Dr Georgina Shillito
Georgina did her PhD in chemistry at the University of Otago and has just recently submitted her doctoral thesis for examination. Her thesis involved investigation into how transition metal complexes interact with light. Understanding the photophysical properties of such materials allows us to understand their potential for application in areas of technology, such as solar energy conversion.
Georgina’s intern project will involve examination of current solar energy use in New Zealand and will also evaluate new, emerging technologies and assess their potential impact on energy use and policy in New Zealand.
Georgie has accepted a postdoc at the University of Bordeaux Nathan McClenaghan and Gediminas Jonusauskas in their laser lab looking at ultrafast spectroscopy of molecular machines.
Dr Akshita Wason
Akshita worked as research analyst during her internship, on secondment from a research role at the University of Canterbury. With a background in biotechnology and science commercialisation, she worked across a broad range of topics, including background research for our rethinking plastics project, our diversity in education work stream, and miscellaneous enquiries from the public. Akshita is pursuing a Masters in Commercialisation and Entrepreneurship at the University of Auckland and leaves us to join KPMG, Auckland, as a Senior Consultant (Innovation and Growth) in February 2019. Thanks for all your hard work Akshita and we wish you all the best in your exciting new role.

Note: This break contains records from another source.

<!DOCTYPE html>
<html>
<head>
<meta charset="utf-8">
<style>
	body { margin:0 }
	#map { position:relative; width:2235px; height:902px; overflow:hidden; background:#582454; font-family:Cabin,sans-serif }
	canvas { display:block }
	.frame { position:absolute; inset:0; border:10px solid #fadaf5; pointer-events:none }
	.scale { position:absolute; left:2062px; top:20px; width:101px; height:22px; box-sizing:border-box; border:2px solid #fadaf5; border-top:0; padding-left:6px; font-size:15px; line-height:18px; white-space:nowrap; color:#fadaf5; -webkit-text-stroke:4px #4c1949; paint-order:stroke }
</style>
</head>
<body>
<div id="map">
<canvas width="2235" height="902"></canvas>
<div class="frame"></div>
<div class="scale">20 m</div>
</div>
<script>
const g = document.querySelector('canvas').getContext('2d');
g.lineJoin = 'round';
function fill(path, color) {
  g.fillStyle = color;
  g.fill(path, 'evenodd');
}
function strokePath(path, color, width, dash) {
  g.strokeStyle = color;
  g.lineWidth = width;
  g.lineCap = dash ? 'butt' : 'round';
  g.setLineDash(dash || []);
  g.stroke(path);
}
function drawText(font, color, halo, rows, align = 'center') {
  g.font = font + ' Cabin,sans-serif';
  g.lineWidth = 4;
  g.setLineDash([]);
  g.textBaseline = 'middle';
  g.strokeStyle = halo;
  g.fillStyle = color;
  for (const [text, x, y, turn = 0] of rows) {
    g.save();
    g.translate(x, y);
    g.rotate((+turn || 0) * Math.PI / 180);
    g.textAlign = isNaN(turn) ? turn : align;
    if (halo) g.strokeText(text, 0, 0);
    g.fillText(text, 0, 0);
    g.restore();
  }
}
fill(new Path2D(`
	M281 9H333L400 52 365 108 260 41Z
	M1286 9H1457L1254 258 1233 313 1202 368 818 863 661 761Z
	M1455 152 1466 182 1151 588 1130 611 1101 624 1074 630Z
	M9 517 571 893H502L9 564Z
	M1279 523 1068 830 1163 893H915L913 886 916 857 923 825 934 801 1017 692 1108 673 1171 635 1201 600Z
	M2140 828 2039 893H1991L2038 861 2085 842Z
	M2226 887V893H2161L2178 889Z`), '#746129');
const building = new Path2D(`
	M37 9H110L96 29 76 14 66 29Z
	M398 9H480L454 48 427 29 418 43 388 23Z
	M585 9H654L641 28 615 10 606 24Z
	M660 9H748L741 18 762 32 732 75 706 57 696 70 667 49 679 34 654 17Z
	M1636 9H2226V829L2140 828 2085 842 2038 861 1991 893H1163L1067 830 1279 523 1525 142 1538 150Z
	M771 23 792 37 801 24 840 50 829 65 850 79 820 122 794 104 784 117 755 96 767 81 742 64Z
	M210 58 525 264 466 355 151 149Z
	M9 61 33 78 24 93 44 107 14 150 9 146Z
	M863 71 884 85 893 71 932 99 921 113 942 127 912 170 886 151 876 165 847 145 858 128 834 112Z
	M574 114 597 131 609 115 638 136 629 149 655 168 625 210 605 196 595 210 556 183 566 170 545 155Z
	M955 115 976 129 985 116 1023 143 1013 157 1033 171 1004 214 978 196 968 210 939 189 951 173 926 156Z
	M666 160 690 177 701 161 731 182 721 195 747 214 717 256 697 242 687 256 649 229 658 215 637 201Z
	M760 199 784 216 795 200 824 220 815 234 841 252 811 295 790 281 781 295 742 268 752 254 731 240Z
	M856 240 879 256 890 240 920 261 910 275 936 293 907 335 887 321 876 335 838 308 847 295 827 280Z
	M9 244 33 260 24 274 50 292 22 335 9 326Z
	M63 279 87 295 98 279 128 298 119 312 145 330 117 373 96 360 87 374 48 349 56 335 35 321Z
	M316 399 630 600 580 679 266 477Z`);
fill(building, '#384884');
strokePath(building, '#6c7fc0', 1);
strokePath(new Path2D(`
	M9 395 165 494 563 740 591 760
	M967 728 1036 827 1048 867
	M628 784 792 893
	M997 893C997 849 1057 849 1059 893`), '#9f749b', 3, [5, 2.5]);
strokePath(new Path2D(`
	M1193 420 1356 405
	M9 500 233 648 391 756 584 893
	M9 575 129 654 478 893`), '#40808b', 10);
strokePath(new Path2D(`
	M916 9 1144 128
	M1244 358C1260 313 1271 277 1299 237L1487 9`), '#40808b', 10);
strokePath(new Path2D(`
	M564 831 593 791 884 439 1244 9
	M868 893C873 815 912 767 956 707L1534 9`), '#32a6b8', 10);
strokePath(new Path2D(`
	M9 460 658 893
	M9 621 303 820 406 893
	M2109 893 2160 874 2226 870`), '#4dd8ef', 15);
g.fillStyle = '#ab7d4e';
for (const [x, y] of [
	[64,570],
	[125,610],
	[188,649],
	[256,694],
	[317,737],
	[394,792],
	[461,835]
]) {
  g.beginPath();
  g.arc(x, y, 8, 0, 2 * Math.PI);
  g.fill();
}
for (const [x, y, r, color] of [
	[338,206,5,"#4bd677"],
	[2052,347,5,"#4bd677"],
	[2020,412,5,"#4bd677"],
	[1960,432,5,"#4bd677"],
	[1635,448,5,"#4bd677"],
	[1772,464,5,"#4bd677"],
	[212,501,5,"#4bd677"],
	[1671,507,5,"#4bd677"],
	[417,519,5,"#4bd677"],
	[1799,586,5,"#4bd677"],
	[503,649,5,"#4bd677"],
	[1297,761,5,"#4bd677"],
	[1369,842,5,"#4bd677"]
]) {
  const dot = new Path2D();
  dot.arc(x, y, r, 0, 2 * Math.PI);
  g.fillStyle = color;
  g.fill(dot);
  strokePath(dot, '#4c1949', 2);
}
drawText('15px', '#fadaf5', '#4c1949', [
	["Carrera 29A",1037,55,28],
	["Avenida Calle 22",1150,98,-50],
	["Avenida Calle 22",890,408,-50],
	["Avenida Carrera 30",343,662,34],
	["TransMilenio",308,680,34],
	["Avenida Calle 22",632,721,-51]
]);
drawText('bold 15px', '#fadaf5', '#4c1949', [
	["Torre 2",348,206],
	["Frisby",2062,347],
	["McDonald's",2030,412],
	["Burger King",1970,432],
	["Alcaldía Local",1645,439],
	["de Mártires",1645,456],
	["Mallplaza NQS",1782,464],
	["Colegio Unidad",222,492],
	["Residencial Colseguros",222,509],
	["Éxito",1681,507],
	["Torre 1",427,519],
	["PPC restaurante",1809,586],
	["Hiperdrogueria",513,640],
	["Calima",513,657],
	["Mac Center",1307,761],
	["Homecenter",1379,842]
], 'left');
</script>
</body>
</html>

I grew up in Nelson and enjoy travel, running, triathlons, and video games. My research background is in protein nanotechnology. I have worked on combining nanoparticles with human proteins to work towards self-assembling manufacturing techniques for next-generation computer processors. My internship involved exploring the technological background of artificial intelligence. I talked to people around the country to capture what experts were thinking in this area, and I scoped the long term impacts of AI development on New Zealand society and policy. We thank the MacDiarmid Institute for support of this internship.
Dr Jono Barnsley
Jono has a background in physical chemistry and recently finished his PhD involving the study of highly coloured materials.
He worked on ‘insect decline’ and the potential impacts it has for New Zealand industry and biodiversity. This involved working alongside the Chief Scientists at Ministry for Primary Industries, MPI, and Department of Conservation. Jono carried out research into the trends and the state of monitoring efforts both nationally and internationally.
Jono is pursuing an analytical career in industry or in government.